ET-Agent: Incentivizing Effective Tool-Integrated Reasoning Agent via Behavior Calibration

Yifei Chen; Guanting Dong; Zhicheng Dou

ET-Agent: Incentivizing Effective Tool-Integrated Reasoning Agent via Behavior Calibration

Intermediate

Yifei Chen, Guanting Dong, Zhicheng Dou1/11/2026

arXiv PDF

Key Summary

•ET-Agent is a training framework that teaches AI agents to use tools (like search and code) more wisely, not just to get the right answer.
•It fixes two big behavior problems: using tools too many times (wasteful) and using tools too few times (misses facts), plus bad reasoning steps and broken tool calls.
•A self-evolving data flywheel creates better practice examples by trimming extra steps from good solutions and repairing mistakes in bad ones.
•Action Space Exploration Fine-tuning helps the model try many different safe ways to use tools without crashing.
•Group-wise Pareto Sampling picks training questions that show both accuracy gaps and behavior differences, keeping useful diversity.
•Curriculum RL Training rewards answers that are correct, clearly written, and efficient in tool use—so the agent learns to be both right and swift.
•Across six tough benchmarks (math and knowledge tasks), ET-Agent gets the best average correctness (60.1) and efficiency (46.0).
•It also reduces redundant calls, shortens reasoning, and raises the rate of successful tool execution.
•Visualizations show the model first explores widely, then neatly converges to better habits.
•The framework offers a practical path to build AI that reasons well and acts efficiently with tools.

Why This Research Matters

AI agents increasingly help with research, coding, planning, and learning. If they overuse tools, they become slow and expensive; if they underuse tools, they miss facts and make mistakes. ET-Agent shows how to train agents to be both accurate and efficient—using the right tool at the right time, with clean, concise reasoning. This reduces latency and compute costs, which matters for everyday apps and large-scale deployments. It also improves reliability by cutting broken tool calls and messy logic. In short, ET-Agent helps build trustworthy AI assistants that feel faster, smarter, and more helpful.

Detailed Explanation

Tap terms for definitions

01Background & Problem Definition

Top Bread (Hook): Imagine you’re doing a school project. Sometimes you look things up online, sometimes you do math on a calculator, and sometimes you just think it through. If you keep googling the same thing, you waste time. If you never google when you need to, you get stuck. Good students learn when to search, when to calculate, and when to think.

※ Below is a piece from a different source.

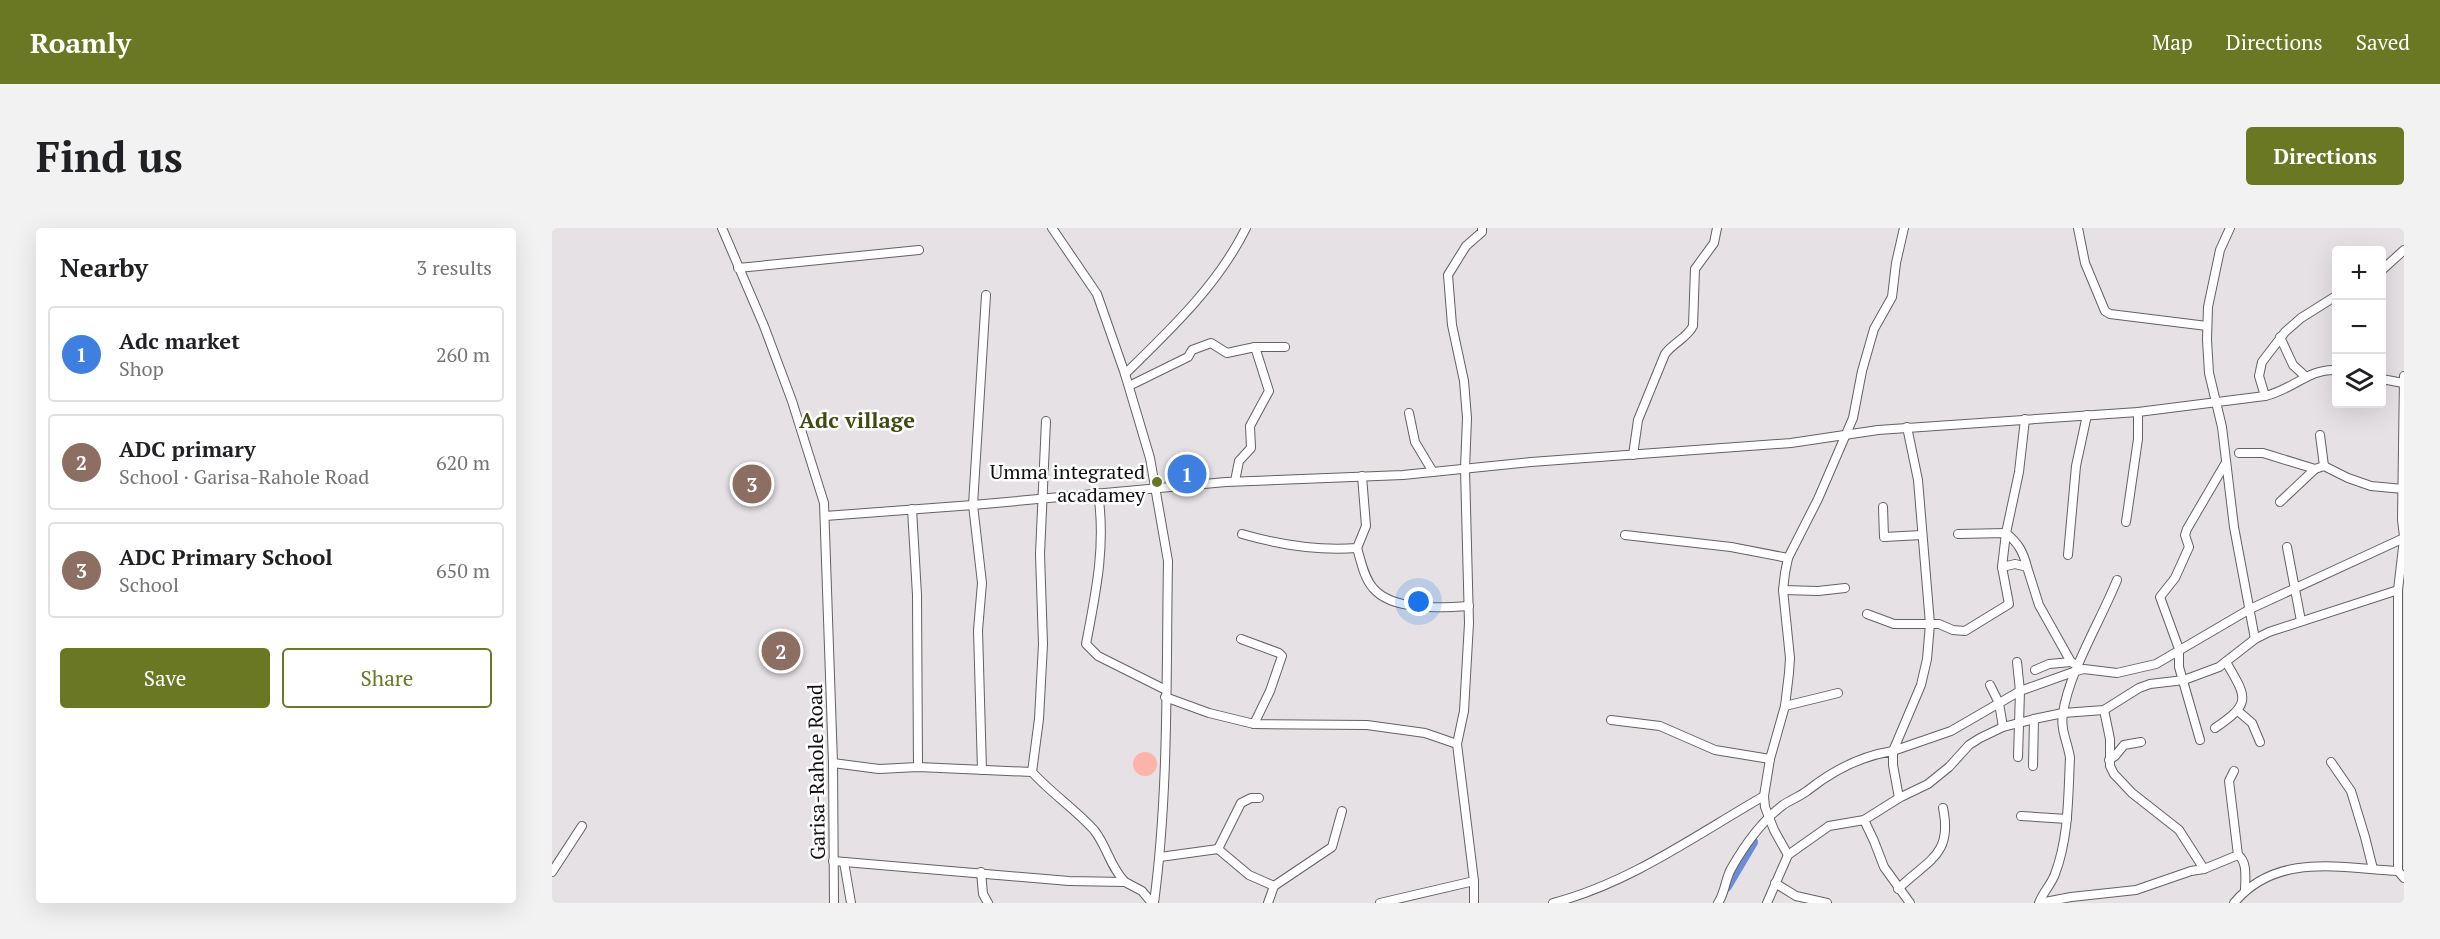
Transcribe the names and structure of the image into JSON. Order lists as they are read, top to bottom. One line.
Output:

Filling (The Actual Concept — The World Before → Problem → Failed Attempts → Gap → Stakes):

What it is: Tool-Integrated Reasoning (TIR) is when an AI uses external tools—like search engines and code interpreters—while thinking step by step to solve harder problems.
How it worked before: Earlier systems mostly chased higher answer accuracy. They let the AI call tools freely and only checked if the final answer was correct. This meant the AI could over-search, under-search, write buggy code, or wander off in its thoughts—as long as it sometimes landed on the right answer.
Why that’s a problem: Two things broke. (1) Inefficiency: The agent often made redundant tool calls—like asking the same question over and over—which wastes time and compute, and slows real users. (2) Missed facts and broken steps: Sometimes the agent stopped too early (insufficient tool calls) or wrote code/search queries that failed (aborted execution), leading to wrong answers or confusion.
What people tried:
1. Data-only fixes: Teach by example (SFT) or compare good vs bad paths (DPO). These can narrow the agent’s habits too much, so it copies a small set of moves and stops exploring better ones.
2. RL-only fixes: Reward fewer tool calls to fight overuse. That helps with redundancy, but not with other errors like insufficient calls, faulty logic, or broken queries.
The missing piece: A method that (a) grows the agent’s safe exploration of many different valid tool-using paths and (b) progressively calibrates multiple behavior issues—not just one—while still protecting answer correctness.
Real stakes: In daily life, we want AI that can research for us, solve math, plan trips, or check facts. If it makes too many calls, it’s slow and costly. If it makes too few, it’s wrong. If it writes bad code or messy reasoning, it breaks. We need agents that act like smart students—using the right tool at the right time, in the right way.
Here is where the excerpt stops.